For our trip to the north we are met at the Windhoek airport and escorted to Rivendell, a comfortable local guest house. Cartwright, a transplanted Yorkshire man with more than 20 years of experience in tourism and the ecology of Southern Africa, advises his clients to spend a night in the capital after international flights before they get lessons on their vehicles in four-wheel drive and changing a tire. (About a third of the vehicles he sends out get a flat tire so the lesson is crucial.)

Lessons in Conservation

Well-rested, we leave the capital behind in the morning for scruffy hills now brown in the June winter, sculptures of termite mounds and baboons that run across the highway. It’s not long before we discover the lucky happenstance of self-drives. At our first stop, a truck pulls up beside us. Maria Diekmann, the founder and director of the Rare and Endangered Species Trust, jumps out, eager to show us an animal she’s nursing back to health after it was trapped and its back leg broken. She pulls out a small-scaled creature that wraps its long tail around her neck, a rarely seen baby pangolin. Instantly, we get a lesson on poaching and how hard it is to end it. In Hong Kong a bowl of pangolin soup, thought to be an aphrodisiac, brings HK$7,000.

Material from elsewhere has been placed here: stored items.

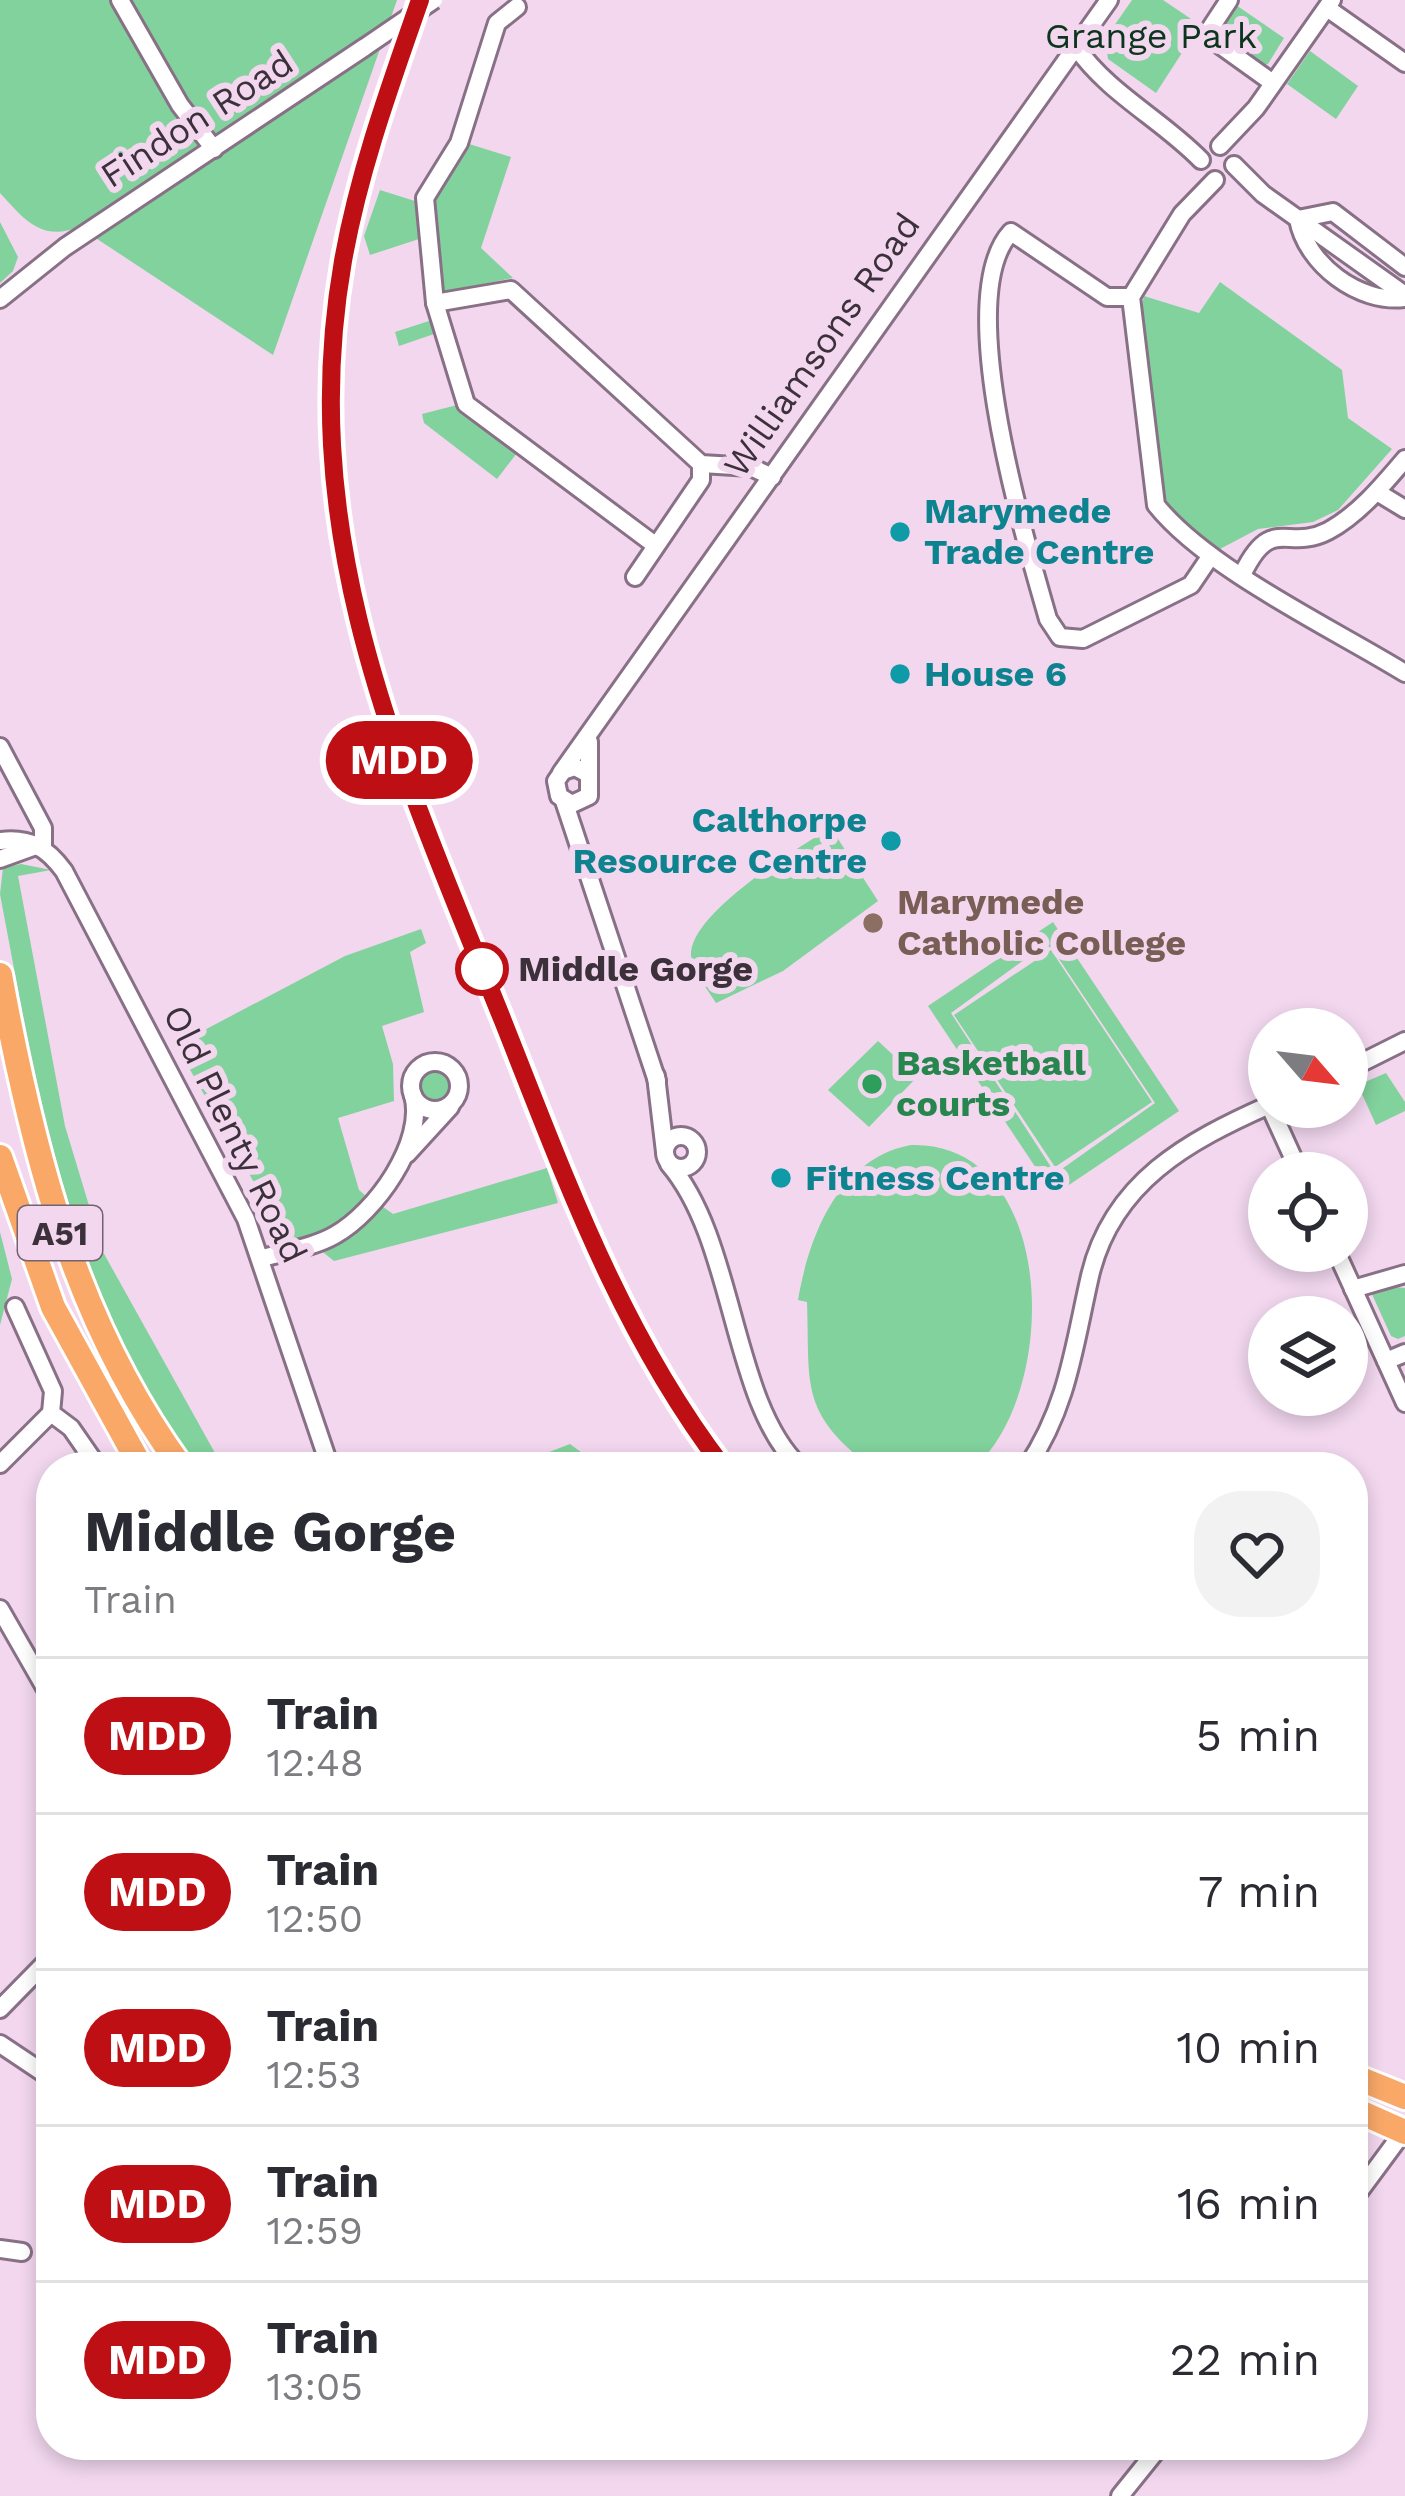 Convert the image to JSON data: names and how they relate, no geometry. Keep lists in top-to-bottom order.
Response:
{
  "streets": {
    "highway": ["A51"],
    "street": ["Findon Road", "Williamsons Road", "Old Plenty Road"]
  },
  "parks": ["Grange Park"],
  "places": [
    "Marymede Trade Centre",
    "House 6",
    "Calthorpe Resource Centre",
    "Marymede Catholic College",
    "Middle Gorge",
    "Basketball courts",
    "Fitness Centre"
  ],
  "north": "bottom right",
  "page": {
    "on_map": "MDD",
    "heading": ["Middle Gorge", "Train"],
    "list": [
      {
        "mark": "MDD",
        "name": "Train",
        "note": "12:48",
        "value": "5 min"
      },
      {
        "mark": "MDD",
        "name": "Train",
        "note": "12:50",
        "value": "7 min"
      },
      {
        "mark": "MDD",
        "name": "Train",
        "note": "12:53",
        "value": "10 min"
      },
      {
        "mark": "MDD",
        "name": "Train",
        "note": "12:59",
        "value": "16 min"
      },
      {
        "mark": "MDD",
        "name": "Train",
        "note": "13:05",
        "value": "22 min"
      }
    ]
  }
}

We end our first day with a late-afternoon drive through Etosha National Park where, moments after driving through the main gate, we spot an endangered black rhino, fields of springbok, zebras and lone elephants. While there are no large animal migrations here, it’s possible to be the only vehicle surrounded by wildlife, especially in the western section of the park recently opened to tourists.

Memorable Encounters

Over two days in the park, I discover safaris are much like life, full of disappointment and happy surprises. We miss out on a lion that others see, but after spotting a wealth of oryx, giraffes, wildebeests and ostrich, we happen across a large breeding group of elephants at a watering hole and end up in a “traffic jam”when an elephant stops vehicles in both directions. Waiting to see if the elephant would continue stomping toward our vehicle or veer into grasslands—as it finally did—adds a dash of excitement to the trip.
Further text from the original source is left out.